Problem description:
Go through the records and filter out every line lacking the word "elements"; copy the lines that remain.

+++ Available data

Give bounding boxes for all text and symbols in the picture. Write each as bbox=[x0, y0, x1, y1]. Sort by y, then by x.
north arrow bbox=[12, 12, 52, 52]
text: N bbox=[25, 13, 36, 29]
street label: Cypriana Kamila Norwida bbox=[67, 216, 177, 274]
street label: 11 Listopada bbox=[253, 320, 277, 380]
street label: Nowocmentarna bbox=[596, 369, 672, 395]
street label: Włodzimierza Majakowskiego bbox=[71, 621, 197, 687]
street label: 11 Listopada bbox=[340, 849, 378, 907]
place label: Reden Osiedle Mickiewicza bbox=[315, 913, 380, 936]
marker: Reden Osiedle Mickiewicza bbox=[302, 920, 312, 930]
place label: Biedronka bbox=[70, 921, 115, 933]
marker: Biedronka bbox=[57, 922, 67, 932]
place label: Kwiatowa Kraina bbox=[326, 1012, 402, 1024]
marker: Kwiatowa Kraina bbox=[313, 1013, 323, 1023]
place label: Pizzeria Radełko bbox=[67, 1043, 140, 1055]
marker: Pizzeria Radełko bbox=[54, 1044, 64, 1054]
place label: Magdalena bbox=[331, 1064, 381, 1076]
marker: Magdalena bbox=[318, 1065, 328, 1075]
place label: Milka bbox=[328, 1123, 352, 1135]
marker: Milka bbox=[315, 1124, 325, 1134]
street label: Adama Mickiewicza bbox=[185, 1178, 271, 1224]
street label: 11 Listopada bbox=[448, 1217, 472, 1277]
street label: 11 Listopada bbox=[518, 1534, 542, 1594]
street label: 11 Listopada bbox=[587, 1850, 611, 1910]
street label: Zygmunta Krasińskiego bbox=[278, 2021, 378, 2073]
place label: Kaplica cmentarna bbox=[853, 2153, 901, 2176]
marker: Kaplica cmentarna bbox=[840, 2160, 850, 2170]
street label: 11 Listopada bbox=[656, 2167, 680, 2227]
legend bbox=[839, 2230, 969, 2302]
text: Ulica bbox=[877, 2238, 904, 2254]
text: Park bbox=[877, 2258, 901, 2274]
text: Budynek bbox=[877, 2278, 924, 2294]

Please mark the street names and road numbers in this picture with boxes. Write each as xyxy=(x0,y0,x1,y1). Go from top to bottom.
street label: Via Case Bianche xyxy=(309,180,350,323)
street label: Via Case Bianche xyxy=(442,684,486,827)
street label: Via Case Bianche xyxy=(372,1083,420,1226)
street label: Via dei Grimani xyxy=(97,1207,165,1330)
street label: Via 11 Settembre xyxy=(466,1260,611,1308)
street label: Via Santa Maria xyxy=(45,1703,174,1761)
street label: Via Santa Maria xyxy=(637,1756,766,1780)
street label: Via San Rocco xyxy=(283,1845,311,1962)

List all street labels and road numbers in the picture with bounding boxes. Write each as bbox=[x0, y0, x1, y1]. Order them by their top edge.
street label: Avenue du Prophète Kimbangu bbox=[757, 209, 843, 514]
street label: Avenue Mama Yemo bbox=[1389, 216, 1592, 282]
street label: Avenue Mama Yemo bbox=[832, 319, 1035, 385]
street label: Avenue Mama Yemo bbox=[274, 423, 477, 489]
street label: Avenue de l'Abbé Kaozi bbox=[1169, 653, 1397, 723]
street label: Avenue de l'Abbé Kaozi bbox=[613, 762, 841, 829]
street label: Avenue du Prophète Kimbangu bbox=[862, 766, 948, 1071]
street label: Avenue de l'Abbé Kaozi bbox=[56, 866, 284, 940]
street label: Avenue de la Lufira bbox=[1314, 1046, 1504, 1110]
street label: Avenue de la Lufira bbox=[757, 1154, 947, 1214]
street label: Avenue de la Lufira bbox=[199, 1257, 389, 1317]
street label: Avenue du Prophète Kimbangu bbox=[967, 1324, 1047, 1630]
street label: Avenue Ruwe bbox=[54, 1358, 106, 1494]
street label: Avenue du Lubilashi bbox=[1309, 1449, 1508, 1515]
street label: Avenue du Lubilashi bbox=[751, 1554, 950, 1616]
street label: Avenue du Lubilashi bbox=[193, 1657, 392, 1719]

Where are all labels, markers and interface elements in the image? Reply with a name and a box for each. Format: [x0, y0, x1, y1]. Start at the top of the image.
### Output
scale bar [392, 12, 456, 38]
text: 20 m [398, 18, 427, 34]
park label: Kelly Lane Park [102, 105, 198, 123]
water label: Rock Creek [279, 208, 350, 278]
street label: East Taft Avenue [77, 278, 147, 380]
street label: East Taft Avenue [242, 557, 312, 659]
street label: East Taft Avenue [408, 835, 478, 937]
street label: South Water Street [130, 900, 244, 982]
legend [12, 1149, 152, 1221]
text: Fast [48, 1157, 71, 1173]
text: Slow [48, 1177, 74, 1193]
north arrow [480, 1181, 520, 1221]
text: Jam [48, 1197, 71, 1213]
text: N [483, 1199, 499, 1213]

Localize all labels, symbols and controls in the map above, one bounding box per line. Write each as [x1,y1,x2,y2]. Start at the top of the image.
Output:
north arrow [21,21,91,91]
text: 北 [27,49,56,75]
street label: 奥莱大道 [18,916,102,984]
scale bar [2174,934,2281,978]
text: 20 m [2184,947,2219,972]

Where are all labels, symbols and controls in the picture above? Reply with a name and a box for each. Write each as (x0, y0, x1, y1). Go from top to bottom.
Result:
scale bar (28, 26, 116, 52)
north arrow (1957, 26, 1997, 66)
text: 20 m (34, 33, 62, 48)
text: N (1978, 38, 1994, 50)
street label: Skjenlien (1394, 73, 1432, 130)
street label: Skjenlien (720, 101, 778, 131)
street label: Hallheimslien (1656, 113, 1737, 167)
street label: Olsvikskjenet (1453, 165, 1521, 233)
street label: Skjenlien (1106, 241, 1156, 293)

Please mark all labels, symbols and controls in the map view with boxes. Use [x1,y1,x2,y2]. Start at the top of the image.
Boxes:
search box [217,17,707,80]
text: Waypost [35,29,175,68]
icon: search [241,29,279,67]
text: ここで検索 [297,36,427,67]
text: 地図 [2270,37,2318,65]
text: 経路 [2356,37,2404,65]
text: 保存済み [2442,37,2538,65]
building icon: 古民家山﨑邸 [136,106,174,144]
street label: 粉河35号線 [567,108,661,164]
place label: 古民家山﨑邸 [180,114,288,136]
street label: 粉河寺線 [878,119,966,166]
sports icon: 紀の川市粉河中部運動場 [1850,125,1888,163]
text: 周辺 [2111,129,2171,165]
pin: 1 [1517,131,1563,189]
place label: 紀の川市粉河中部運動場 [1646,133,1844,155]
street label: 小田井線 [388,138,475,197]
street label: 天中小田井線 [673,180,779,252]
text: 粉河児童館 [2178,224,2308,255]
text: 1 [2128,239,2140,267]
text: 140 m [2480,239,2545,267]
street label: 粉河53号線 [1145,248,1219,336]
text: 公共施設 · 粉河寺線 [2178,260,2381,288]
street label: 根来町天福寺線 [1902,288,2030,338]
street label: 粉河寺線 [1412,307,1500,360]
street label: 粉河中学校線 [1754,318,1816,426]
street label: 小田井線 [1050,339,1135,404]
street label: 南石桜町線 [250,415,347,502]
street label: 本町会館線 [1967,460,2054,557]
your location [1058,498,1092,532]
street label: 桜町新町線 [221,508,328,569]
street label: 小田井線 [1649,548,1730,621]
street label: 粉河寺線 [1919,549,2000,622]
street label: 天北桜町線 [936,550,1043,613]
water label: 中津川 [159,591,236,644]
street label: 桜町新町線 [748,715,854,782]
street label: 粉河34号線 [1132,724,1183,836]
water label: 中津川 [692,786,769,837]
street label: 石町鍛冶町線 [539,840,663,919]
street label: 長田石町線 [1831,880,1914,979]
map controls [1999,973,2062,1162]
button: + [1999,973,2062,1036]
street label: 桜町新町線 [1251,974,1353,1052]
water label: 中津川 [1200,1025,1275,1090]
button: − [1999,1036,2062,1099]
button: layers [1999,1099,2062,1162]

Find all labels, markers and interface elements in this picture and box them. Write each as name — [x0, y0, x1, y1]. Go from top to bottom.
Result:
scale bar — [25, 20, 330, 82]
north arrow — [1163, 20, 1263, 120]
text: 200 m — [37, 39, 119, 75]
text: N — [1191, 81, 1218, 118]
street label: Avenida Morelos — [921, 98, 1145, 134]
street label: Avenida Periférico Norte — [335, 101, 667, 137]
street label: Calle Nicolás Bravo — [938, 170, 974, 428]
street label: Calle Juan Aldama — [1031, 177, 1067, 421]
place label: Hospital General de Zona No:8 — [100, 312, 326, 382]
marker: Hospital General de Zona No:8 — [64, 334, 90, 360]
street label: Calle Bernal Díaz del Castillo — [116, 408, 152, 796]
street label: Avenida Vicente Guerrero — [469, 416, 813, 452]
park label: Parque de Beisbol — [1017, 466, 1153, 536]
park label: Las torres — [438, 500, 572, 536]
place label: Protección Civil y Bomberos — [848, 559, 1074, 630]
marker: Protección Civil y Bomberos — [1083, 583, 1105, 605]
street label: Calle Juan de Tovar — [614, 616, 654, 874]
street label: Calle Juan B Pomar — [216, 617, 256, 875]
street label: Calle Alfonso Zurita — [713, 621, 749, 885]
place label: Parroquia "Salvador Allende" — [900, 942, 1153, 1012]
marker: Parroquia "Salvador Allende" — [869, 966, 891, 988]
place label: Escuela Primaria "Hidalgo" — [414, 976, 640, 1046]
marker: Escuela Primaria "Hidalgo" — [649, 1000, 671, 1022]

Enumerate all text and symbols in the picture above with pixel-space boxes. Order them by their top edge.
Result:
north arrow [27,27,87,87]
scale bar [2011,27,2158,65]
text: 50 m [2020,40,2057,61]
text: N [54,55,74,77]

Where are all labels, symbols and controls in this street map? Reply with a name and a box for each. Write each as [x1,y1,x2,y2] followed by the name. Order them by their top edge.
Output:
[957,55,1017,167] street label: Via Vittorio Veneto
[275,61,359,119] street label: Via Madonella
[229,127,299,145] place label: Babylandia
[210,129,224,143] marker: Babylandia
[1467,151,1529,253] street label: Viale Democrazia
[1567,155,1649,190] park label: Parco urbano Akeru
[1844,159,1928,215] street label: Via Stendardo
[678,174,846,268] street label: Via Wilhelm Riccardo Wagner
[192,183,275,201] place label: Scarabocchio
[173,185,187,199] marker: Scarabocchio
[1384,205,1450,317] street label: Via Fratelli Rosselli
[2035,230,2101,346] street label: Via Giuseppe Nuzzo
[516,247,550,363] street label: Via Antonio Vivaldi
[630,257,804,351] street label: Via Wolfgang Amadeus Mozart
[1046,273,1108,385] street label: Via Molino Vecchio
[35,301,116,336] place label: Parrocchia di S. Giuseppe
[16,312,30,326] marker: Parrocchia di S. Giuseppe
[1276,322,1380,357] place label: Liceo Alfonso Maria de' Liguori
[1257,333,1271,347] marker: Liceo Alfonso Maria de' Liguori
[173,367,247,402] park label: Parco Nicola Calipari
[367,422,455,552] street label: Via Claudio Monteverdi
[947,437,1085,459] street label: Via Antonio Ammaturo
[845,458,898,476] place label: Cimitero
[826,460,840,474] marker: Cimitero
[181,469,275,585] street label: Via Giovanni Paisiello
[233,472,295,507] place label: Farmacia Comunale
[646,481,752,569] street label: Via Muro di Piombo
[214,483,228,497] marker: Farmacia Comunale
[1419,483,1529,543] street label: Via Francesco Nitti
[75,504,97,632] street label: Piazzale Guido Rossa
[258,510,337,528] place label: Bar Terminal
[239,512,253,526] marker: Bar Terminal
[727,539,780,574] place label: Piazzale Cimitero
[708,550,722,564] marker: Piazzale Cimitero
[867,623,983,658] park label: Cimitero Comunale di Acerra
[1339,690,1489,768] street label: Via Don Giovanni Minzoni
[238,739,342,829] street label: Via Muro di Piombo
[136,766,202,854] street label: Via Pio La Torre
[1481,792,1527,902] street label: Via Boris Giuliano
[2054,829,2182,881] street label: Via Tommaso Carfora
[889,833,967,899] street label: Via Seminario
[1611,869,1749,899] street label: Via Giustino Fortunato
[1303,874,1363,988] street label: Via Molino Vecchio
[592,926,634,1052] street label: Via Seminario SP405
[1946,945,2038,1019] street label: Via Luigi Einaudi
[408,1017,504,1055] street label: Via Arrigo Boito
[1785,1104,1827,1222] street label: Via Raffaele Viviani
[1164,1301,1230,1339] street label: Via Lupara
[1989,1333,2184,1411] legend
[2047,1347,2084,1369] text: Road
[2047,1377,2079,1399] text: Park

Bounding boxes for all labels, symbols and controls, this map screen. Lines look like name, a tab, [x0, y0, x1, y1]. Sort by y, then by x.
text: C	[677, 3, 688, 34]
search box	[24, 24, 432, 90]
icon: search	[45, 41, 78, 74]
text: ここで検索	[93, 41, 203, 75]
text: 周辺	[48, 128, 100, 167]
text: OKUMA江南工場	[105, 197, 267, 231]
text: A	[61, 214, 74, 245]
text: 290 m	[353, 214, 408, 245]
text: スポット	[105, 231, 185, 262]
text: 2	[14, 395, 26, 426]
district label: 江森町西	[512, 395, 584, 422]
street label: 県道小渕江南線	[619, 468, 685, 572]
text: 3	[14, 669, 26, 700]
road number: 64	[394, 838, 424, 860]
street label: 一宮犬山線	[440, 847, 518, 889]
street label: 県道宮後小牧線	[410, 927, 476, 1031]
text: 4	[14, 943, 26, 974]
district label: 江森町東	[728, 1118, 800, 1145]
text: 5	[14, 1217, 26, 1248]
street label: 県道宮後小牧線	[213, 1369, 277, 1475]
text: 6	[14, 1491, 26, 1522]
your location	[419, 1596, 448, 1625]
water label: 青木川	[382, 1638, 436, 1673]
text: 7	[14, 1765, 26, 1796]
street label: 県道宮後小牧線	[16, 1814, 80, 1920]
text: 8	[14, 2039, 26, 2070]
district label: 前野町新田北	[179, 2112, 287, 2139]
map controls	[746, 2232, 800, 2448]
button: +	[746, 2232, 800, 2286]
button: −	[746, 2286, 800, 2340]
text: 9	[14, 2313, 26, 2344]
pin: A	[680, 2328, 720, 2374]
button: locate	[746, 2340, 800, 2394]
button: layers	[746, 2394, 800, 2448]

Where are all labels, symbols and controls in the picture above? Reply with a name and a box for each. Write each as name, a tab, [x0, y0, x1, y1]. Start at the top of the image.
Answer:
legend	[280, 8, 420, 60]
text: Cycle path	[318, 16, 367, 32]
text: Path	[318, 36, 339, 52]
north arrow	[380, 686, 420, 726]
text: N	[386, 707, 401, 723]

++++++

Reply:
Where are all labels, markers and interface elements in the image? Reply with a name and a box for each. Format: [x0, y0, x1, y1]. Start at the top of the image.
Find all labels, markers and interface elements in this picture and box them. Write each as name — [x0, y0, x1, y1]. Go from top to bottom.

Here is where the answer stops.